I don’t believe this has received much attention in the U.S., however it’s notable that Canada too is wrestling with the growing demand for broadband access.
The discussion is timely in light of tomorrow’s FCC meeting about heavy topics like repacking the television spectrum to carve out more frequency allocations for broadband use.
The portion of the L-band Canada designated for DAB extends from 1452 to 1492 MHz.
In January, Industry Canada, which handles frequency assignments, released a proposal for re-purposing its L-band frequencies for other uses, rural broadband access and aeronautical mobile telemetry. Specifically, it proposed rescinding the designation for DAB in the middle of the band, to be replaced by a designation for flexible use licenses (fixed, mobile and broadcasting.)
Industry Canada stated in its proposal: “As noted in the May 2007 letter to the CRTC, Industry Canada is developing technical standards and operational parameters for hybrid digital HD Radio services in the FM bands. Recently, the department published technical guidelines to allow experimental authorizations of hybrid digital HD Radio in the FM band. It is to be noted that the CRTC has expressed its willingness to license HD Radio when the department eventually issues technical certificates.”

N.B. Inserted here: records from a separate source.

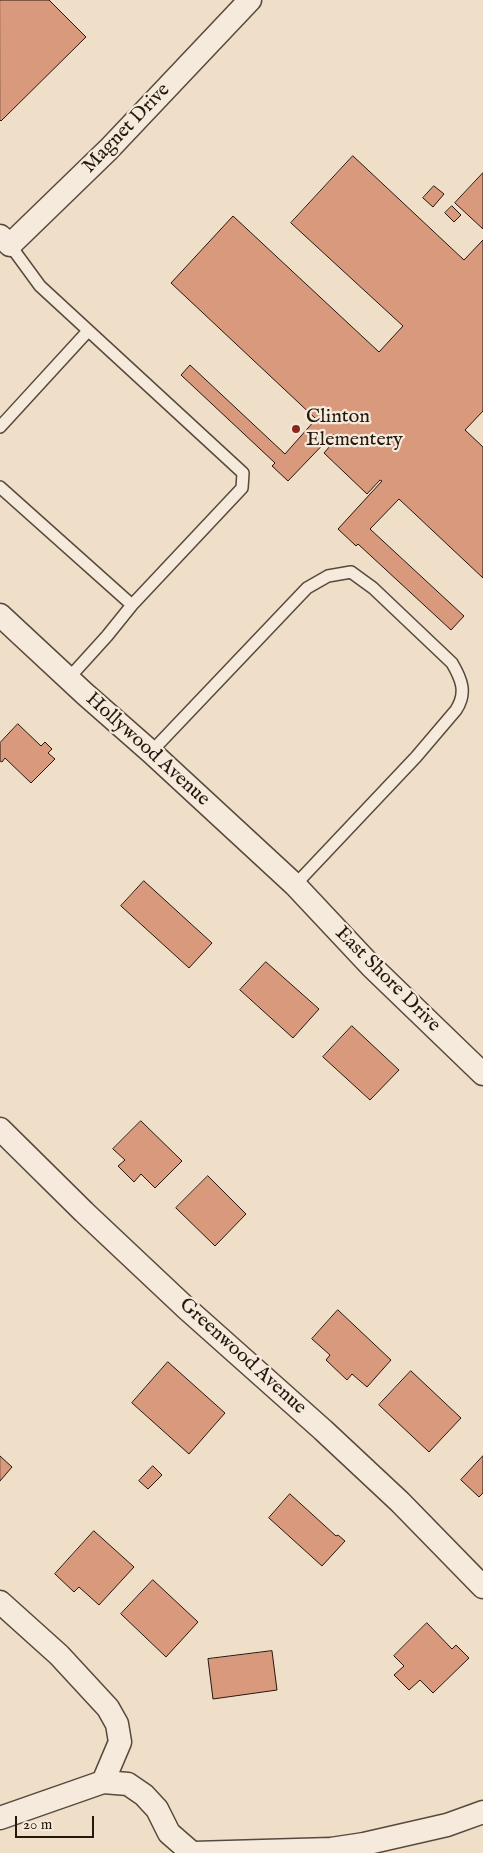 <!DOCTYPE html>
<style>
body{margin:0}
#map{position:relative;width:483px;height:1853px;overflow:hidden;background:#f0dfc8;font-family:"IM FELL English",serif}
canvas{display:block}
.scale{position:absolute;left:15px;top:1816px;width:79px;height:22px;box-sizing:border-box;border:2px solid #24170e;border-top:0;padding-left:6px;font-size:15px;line-height:18px;white-space:nowrap;color:#24170e;-webkit-text-stroke:4px #f5eadb;paint-order:stroke}
</style>
<div id="map">
<canvas width="483" height="1853"></canvas>
<div class="scale">20 m</div>
</div>
<script>
const c = document.querySelector('canvas').getContext('2d');
c.lineJoin = 'round';
function fillPath(path, color) { c.fillStyle = color; c.fill(path, 'evenodd'); }
function stroke(path, color, width, dash) { c.strokeStyle = color; c.lineWidth = width; c.lineCap = dash ? 'butt' : 'round'; c.setLineDash(dash || []); c.stroke(path); }
function label(font, color, halo, rows, align = 'center') {
  c.font = font + ' "IM FELL English",serif'; c.lineWidth = 4.5; c.setLineDash([]); c.textBaseline = 'middle'; c.strokeStyle = halo; c.fillStyle = color; for (const [text, x, y, turn = 0] of rows) {
    c.save(); c.translate(x, y); c.rotate((+turn || 0) * Math.PI / 180); c.textAlign = isNaN(turn) ? turn : align; if (halo) c.strokeText(text, 0, 0); c.fillText(text, 0, 0); c.restore();
  }
}
const building = new Path2D(`
 M 0,0 L 49,0 L 86,37 L 1,121 L 0,120 Z
 M 353,156 L 464,260 L 483,240 L 483,411 L 465,430 L 483,447 L 483,578 L 399,499 L 370,529 L 464,616 L 451,630 L 358,544 L 356,546 L 338,529 L 382,481 L 380,480 L 367,494 L 324,453 L 337,438 L 333,434 L 288,481 L 272,466 L 275,463 L 181,375 L 190,365 L 285,454 L 316,419 L 171,283 L 233,216 L 379,352 L 403,326 L 291,223 Z
 M 483,173 L 483,229 L 455,203 Z
 M 434,186 L 444,194 L 433,207 L 423,198 Z
 M 452,206 L 461,215 L 454,222 L 445,213 Z
 M 18,724 L 41,746 L 45,742 L 52,749 L 48,753 L 55,759 L 31,783 L 5,758 L 2,762 L 0,761 L 0,743 Z
 M 144,881 L 212,943 L 189,968 L 121,906 Z
 M 266,962 L 319,1009 L 293,1038 L 240,990 Z
 M 352,1026 L 399,1070 L 370,1100 L 323,1057 Z
 M 141,1121 L 182,1161 L 155,1188 L 141,1174 L 134,1182 L 118,1166 L 125,1160 L 113,1149 Z
 M 208,1176 L 246,1214 L 215,1246 L 176,1208 Z
 M 338,1310 L 391,1360 L 367,1387 L 352,1374 L 347,1380 L 326,1360 L 330,1355 L 312,1339 Z
 M 168,1362 L 225,1413 L 189,1454 L 132,1403 Z
 M 411,1371 L 461,1418 L 429,1452 L 379,1405 Z
 M 0,1456 L 12,1467 L 0,1481 Z
 M 483,1456 L 483,1493 L 479,1497 L 461,1480 Z
 M 153,1466 L 162,1475 L 148,1489 L 139,1481 Z
 M 290,1494 L 336,1536 L 338,1535 L 345,1541 L 322,1566 L 269,1518 Z
 M 94,1531 L 134,1567 L 99,1605 L 79,1587 L 74,1592 L 55,1574 Z
 M 153,1580 L 198,1622 L 166,1657 L 121,1614 Z
 M 427,1623 L 452,1649 L 456,1645 L 469,1658 L 433,1693 L 420,1680 L 409,1690 L 394,1675 L 404,1666 L 394,1656 Z
 M 272,1651 L 277,1690 L 213,1699 L 208,1659 Z`);
fillPath(building, '#d9997c');
stroke(building, '#24170e', 1);
const service = new Path2D(`
 M 0,427 L 88,331
 M 0,487 L 132,605 L 242,488 L 243,473 L 40,286 L 10,245
 M 68,679 L 107,636 L 132,605
 M 151,752 L 307,588 L 328,576 L 351,572 L 373,588 L 452,663 C 462,680 467,693 456,710 L 416,757 L 295,885`);
const minor = new Path2D(`
 M 0,236 L 10,245 L 109,149 L 250,0
 M 0,615 L 85,694 L 151,752 L 295,885 L 371,966 L 483,1074
 M 0,1129 L 84,1212 L 186,1308 L 323,1430 L 400,1502 L 483,1587
 M 0,1602 L 59,1655 L 108,1708 L 117,1724 L 120,1742 L 103,1782
 M 0,1818 L 103,1782 L 128,1784 L 144,1795 L 157,1809 L 169,1833 L 192,1853
 M 194,1853 L 331,1849 L 364,1844 L 447,1825 L 483,1812`);
stroke(service, '#57493c', 14);
stroke(minor, '#57493c', 25);
stroke(service, '#f5eadb', 11);
stroke(minor, '#f5eadb', 22);
for (const [x, y, r, color] of [
 [296,429,5,"#8f2418"]
]) { const dot = new Path2D(); dot.arc(x, y, r, 0, 2 * Math.PI); c.fillStyle = color; c.fill(dot); stroke(dot, '#f5eadb', 2); }
label('20px', '#24170e', '#f5eadb', [
 ["Magnet Drive",127,129,-46],
 ["Hollywood Avenue",147,750,42],
 ["East Shore Drive",387,980,45],
 ["Greenwood Avenue",242,1357,42]
]);
label('20px', '#24170e', '#f5eadb', [
 ["Clinton",306,418],
 ["Elementery",306,441]
], 'left');
</script>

Comments on the L-band changes (PDF) were due March 31 of this year.
The Canadian Association of Broadcasters, which dissolved recently because its TV and radio members couldn’t get along, opposed the plan. The CBC conditionally okayed it if all or a portion were reserved for new types of broadcasting services, such as mixed media.
CBC stated: “CBC/Radio-Canada conditionally supports Industry Canada’s proposed policy of making the frequency range 1452–1492 MHz available for the delivery of multi-media services by broadcasters – but it opposes making mobile and fixed wireless uses co-primary with broadcasting uses in the same frequency range.”
It continued: “CBC/Radio Canada urges the department to recognize that co-primacy with fixed and mobile radio will effectively foreclose use by broadcasting undertakings in this range, thereby giving rise to the need to make other comparable spectrum available for their use.”
The broadcaster suggested that other spectrum might be re-purposed for digital radio in Canada. It said “one possible alternative would be to make [analog TV] Channels 5 and 6 on the analog band available to broadcasters to be used for digital radio.”
The CAB said the current L-band frequencies designated for digital radio should remain exclusive to broadcasters. It held low expectations that a Channel 5 and 6 solution could be achieved anytime soon, stating: “It would be impractical for Canada to proceed unless the U.S. agrees to remove its existing DTV services from Ch. 5 and 6, which could take years to negotiate.”
I’m intrigued that at least some Canadian broadcasters support re-purposing analog TV Channels 5 and 6 for radio and wonder if that gives more gravitas to the Broadcast Maximization Committee proposal that we’ve been telling you about; CBC specifically mentioned using those for FM as well as AM frequencies.